### EXERCISE DIRECTIONS
Spot each line in the data below containing "lane" and copy it.

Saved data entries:
####

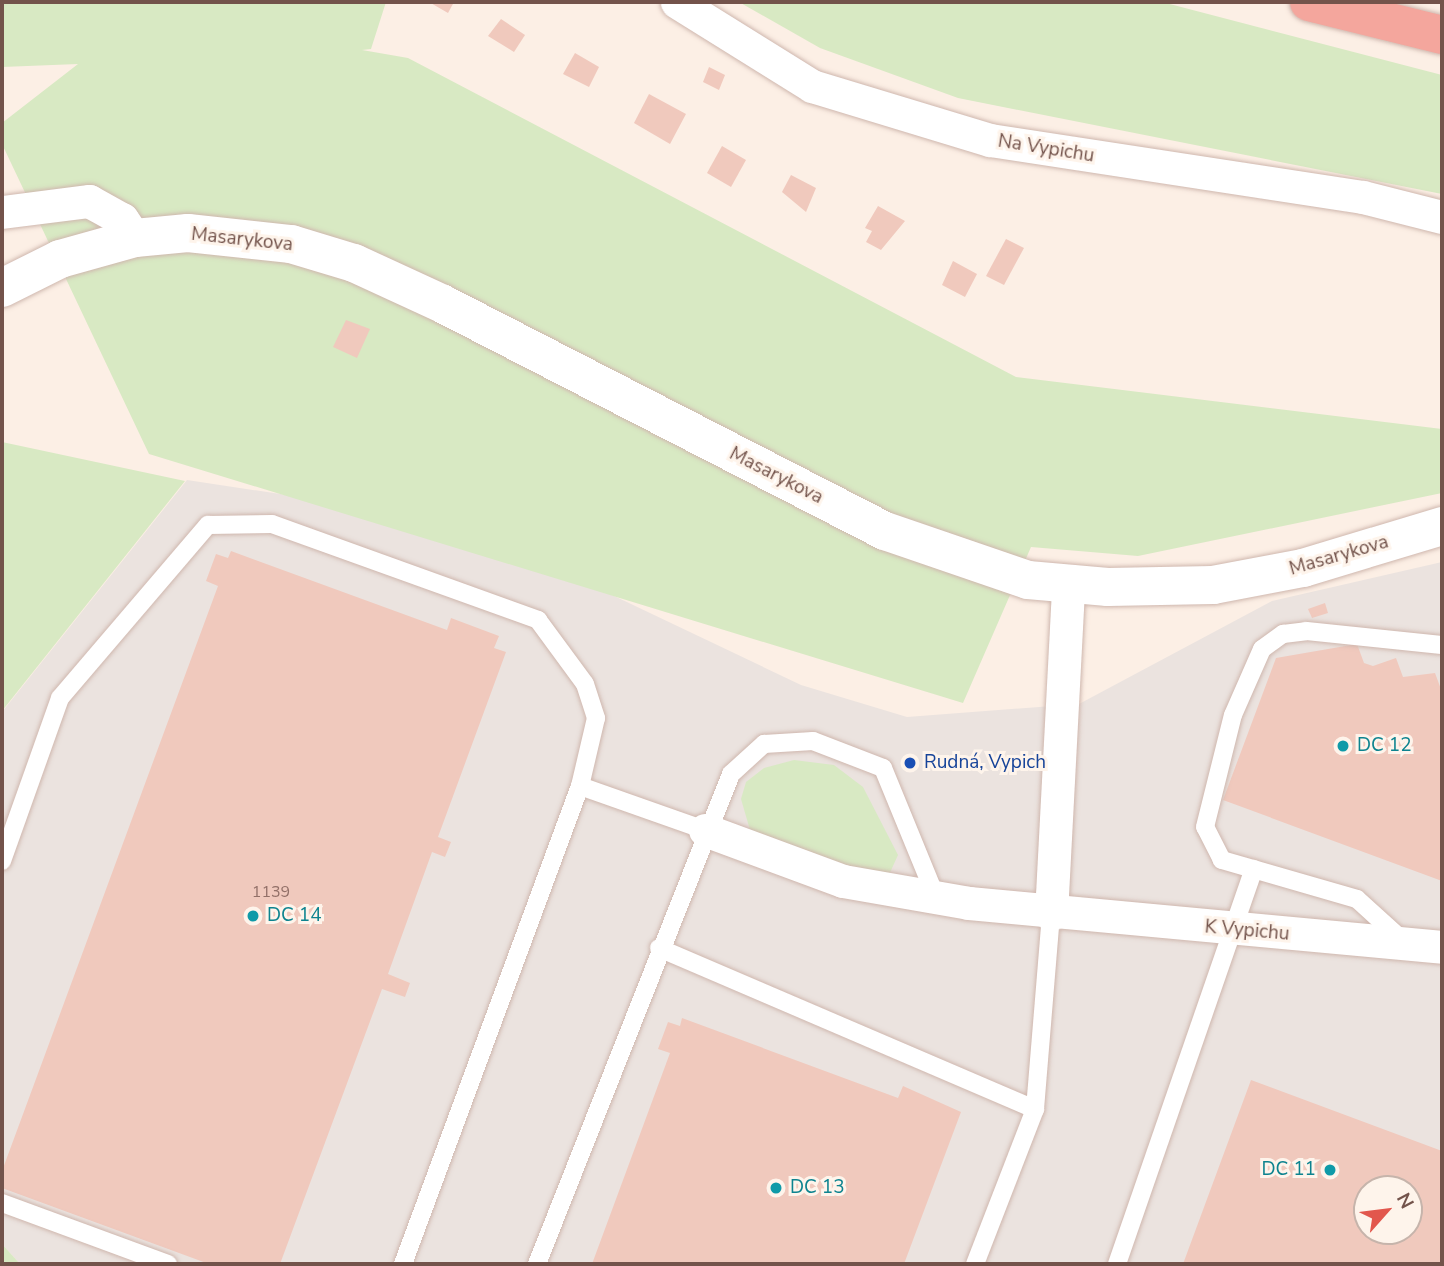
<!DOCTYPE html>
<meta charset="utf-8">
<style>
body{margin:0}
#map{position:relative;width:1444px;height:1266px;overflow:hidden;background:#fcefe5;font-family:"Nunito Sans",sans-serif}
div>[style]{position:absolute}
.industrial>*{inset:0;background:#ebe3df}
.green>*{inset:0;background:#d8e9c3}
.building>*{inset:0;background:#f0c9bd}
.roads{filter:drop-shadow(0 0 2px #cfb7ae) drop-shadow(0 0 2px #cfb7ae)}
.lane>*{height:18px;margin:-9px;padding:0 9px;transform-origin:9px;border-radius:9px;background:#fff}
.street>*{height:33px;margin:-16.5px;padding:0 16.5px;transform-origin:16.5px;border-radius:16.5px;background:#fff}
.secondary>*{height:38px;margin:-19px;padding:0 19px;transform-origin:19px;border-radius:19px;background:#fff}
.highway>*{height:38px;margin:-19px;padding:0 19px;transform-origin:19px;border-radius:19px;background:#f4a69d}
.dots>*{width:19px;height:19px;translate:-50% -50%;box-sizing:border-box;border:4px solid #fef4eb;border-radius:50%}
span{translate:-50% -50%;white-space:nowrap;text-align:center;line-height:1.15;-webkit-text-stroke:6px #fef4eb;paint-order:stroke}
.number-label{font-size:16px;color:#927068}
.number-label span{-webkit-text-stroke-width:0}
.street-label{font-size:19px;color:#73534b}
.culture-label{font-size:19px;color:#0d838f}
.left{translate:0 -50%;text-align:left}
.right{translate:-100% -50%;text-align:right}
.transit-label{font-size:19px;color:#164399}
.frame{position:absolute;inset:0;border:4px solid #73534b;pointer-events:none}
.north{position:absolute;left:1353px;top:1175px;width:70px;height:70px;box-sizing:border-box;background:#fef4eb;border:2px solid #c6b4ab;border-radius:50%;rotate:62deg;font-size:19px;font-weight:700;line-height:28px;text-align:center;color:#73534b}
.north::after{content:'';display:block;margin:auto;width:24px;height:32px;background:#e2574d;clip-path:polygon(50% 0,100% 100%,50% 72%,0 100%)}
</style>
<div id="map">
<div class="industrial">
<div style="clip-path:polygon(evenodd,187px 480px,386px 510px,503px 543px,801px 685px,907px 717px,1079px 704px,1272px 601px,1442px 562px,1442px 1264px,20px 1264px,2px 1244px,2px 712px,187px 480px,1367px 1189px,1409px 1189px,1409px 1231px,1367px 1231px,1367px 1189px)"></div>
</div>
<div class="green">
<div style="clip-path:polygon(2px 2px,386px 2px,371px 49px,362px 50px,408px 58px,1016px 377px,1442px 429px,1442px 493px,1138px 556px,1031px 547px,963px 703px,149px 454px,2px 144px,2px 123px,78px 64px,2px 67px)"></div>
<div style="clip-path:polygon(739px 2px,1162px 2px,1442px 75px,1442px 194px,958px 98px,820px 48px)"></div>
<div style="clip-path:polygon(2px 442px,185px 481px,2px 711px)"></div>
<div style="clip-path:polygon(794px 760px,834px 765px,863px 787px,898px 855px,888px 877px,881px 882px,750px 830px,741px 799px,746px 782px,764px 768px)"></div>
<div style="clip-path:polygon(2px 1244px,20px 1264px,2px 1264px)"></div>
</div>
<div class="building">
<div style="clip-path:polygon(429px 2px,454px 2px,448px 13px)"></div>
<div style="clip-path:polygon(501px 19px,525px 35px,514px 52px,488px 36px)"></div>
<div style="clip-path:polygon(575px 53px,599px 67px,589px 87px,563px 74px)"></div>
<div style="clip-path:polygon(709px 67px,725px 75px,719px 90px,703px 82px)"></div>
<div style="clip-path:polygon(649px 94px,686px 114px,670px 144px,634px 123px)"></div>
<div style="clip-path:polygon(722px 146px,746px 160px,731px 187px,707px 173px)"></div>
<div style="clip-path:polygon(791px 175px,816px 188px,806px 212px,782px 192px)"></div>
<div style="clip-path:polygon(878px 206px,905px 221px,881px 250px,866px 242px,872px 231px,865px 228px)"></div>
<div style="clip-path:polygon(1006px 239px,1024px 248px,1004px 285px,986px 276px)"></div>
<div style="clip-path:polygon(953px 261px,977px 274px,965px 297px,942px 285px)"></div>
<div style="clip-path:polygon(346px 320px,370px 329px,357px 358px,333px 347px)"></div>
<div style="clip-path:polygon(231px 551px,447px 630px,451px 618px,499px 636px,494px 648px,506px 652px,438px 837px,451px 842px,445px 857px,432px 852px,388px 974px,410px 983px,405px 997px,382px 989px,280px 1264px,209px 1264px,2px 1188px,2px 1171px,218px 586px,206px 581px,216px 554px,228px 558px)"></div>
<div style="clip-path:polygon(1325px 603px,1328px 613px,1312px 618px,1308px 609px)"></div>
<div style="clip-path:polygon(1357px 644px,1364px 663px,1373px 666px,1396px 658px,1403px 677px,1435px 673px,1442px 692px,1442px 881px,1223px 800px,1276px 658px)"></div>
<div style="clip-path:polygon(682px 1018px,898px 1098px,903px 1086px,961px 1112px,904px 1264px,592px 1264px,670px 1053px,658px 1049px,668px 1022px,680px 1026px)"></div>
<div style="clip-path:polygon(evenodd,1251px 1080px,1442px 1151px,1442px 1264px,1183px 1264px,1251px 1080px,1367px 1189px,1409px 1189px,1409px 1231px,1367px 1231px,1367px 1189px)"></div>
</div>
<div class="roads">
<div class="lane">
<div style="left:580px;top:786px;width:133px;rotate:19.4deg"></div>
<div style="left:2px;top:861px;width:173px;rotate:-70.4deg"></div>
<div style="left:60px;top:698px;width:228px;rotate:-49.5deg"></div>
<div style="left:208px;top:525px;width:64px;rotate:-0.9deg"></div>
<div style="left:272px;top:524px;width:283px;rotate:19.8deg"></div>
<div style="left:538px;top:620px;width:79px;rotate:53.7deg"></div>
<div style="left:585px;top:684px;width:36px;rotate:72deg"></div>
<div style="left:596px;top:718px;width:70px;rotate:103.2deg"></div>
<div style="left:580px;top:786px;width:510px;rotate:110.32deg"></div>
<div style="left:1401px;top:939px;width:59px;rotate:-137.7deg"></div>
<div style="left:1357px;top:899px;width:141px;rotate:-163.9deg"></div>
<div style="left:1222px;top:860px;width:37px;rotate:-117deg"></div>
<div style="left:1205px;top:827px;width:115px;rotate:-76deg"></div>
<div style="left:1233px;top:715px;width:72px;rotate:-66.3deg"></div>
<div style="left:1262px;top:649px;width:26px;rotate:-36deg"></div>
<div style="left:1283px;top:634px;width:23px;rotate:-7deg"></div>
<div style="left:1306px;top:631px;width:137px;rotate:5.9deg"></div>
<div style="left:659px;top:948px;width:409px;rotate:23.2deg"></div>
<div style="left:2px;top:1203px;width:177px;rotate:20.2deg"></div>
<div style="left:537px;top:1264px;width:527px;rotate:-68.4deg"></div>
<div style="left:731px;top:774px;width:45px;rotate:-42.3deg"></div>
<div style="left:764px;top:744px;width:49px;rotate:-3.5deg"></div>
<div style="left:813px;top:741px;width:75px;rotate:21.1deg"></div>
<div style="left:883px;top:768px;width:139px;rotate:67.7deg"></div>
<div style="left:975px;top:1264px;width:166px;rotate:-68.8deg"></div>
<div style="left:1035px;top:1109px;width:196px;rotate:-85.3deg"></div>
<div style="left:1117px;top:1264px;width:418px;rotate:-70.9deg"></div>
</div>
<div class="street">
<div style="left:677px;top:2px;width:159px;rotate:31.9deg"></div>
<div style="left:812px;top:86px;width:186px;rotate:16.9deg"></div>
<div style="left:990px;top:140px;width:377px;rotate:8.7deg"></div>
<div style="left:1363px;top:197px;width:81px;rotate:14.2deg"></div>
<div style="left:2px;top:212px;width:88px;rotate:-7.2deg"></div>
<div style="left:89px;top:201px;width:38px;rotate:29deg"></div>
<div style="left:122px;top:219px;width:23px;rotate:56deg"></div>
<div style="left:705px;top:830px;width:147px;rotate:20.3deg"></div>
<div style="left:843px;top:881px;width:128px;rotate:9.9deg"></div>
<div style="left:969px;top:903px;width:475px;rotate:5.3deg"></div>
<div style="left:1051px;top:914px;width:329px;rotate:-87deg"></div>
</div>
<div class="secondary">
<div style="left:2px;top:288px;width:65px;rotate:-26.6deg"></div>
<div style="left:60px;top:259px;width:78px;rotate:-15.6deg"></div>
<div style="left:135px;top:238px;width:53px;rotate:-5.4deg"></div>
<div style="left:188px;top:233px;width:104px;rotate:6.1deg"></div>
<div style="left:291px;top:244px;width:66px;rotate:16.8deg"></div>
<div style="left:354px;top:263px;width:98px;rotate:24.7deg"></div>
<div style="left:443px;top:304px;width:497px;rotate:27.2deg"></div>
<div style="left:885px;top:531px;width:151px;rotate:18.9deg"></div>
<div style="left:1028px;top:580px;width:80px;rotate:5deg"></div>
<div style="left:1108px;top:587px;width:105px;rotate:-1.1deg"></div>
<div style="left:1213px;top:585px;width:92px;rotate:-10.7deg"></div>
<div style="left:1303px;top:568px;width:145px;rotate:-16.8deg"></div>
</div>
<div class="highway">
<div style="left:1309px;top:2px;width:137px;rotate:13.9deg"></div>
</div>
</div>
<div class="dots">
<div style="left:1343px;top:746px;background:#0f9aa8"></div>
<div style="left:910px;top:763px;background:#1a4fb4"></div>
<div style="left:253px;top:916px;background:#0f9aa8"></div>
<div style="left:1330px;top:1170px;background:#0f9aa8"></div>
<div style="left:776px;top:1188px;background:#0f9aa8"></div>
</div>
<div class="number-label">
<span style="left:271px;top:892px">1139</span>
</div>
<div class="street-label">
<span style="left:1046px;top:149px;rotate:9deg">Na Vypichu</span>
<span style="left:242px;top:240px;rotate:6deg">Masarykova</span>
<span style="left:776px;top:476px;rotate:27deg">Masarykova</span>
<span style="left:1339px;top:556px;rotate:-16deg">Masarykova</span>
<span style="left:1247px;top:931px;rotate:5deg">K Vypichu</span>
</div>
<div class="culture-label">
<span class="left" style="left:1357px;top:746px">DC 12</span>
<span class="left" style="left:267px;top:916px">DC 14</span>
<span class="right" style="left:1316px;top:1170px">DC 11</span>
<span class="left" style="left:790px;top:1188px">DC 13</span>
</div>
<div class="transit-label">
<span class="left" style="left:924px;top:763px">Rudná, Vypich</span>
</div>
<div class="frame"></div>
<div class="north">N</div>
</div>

####

### SOLUTION FOR THIS PROBLEM
.lane>*{height:18px;margin:-9px;padding:0 9px;transform-origin:9px;border-radius:9px;background:#fff}
<div class="lane">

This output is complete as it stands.